Records to use: Begin

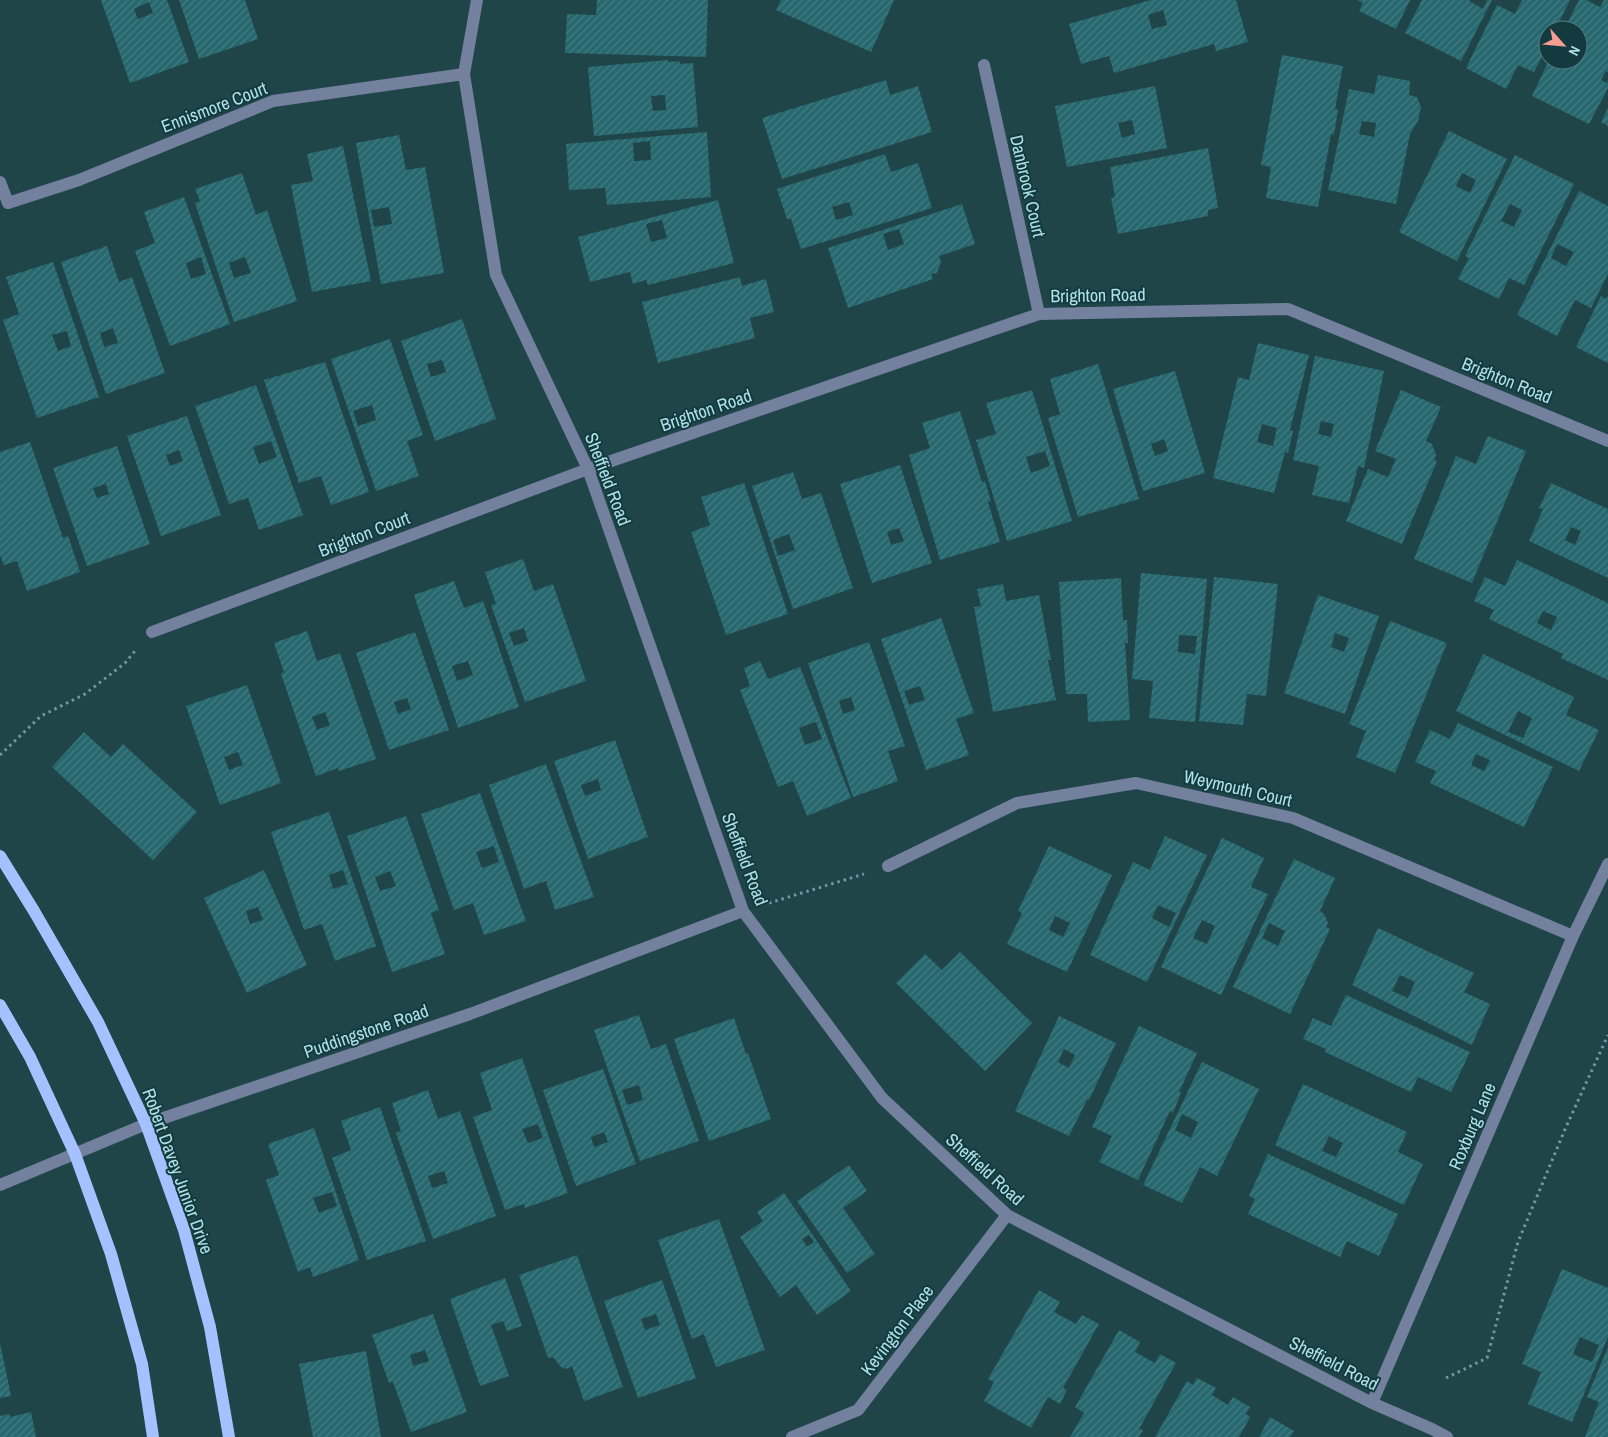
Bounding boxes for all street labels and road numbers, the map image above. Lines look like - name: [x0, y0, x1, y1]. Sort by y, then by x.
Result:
- street label: Ennismore Court: [157, 75, 271, 139]
- street label: Danbrook Court: [1004, 132, 1052, 240]
- street label: Brighton Road: [1050, 282, 1146, 308]
- street label: Brighton Road: [1458, 351, 1556, 409]
- street label: Brighton Road: [657, 383, 755, 437]
- street label: Sheffield Road: [579, 429, 637, 529]
- street label: Brighton Court: [315, 505, 413, 563]
- street label: Weymouth Court: [1181, 763, 1295, 813]
- street label: Sheffield Road: [716, 809, 774, 909]
- street label: Puddingstone Road: [300, 998, 432, 1064]
- street label: Roxburg Lane: [1442, 1078, 1502, 1174]
- street label: Robert Davey Junior Drive: [136, 1085, 220, 1257]
- street label: Sheffield Road: [940, 1127, 1030, 1211]
- street label: Kevington Place: [855, 1280, 939, 1380]
- street label: Sheffield Road: [1285, 1330, 1383, 1396]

Records to use: End

■ Work instruction:
Repeat the material exactly, without images.

■ Output below:
Bounding boxes for all street labels and road numbers, the map image above. Lines look like - name: [x0, y0, x1, y1]. Sort by y, then by x.
Result:
- street label: Ennismore Court: [157, 75, 271, 139]
- street label: Danbrook Court: [1004, 132, 1052, 240]
- street label: Brighton Road: [1050, 282, 1146, 308]
- street label: Brighton Road: [1458, 351, 1556, 409]
- street label: Brighton Road: [657, 383, 755, 437]
- street label: Sheffield Road: [579, 429, 637, 529]
- street label: Brighton Court: [315, 505, 413, 563]
- street label: Weymouth Court: [1181, 763, 1295, 813]
- street label: Sheffield Road: [716, 809, 774, 909]
- street label: Puddingstone Road: [300, 998, 432, 1064]
- street label: Roxburg Lane: [1442, 1078, 1502, 1174]
- street label: Robert Davey Junior Drive: [136, 1085, 220, 1257]
- street label: Sheffield Road: [940, 1127, 1030, 1211]
- street label: Kevington Place: [855, 1280, 939, 1380]
- street label: Sheffield Road: [1285, 1330, 1383, 1396]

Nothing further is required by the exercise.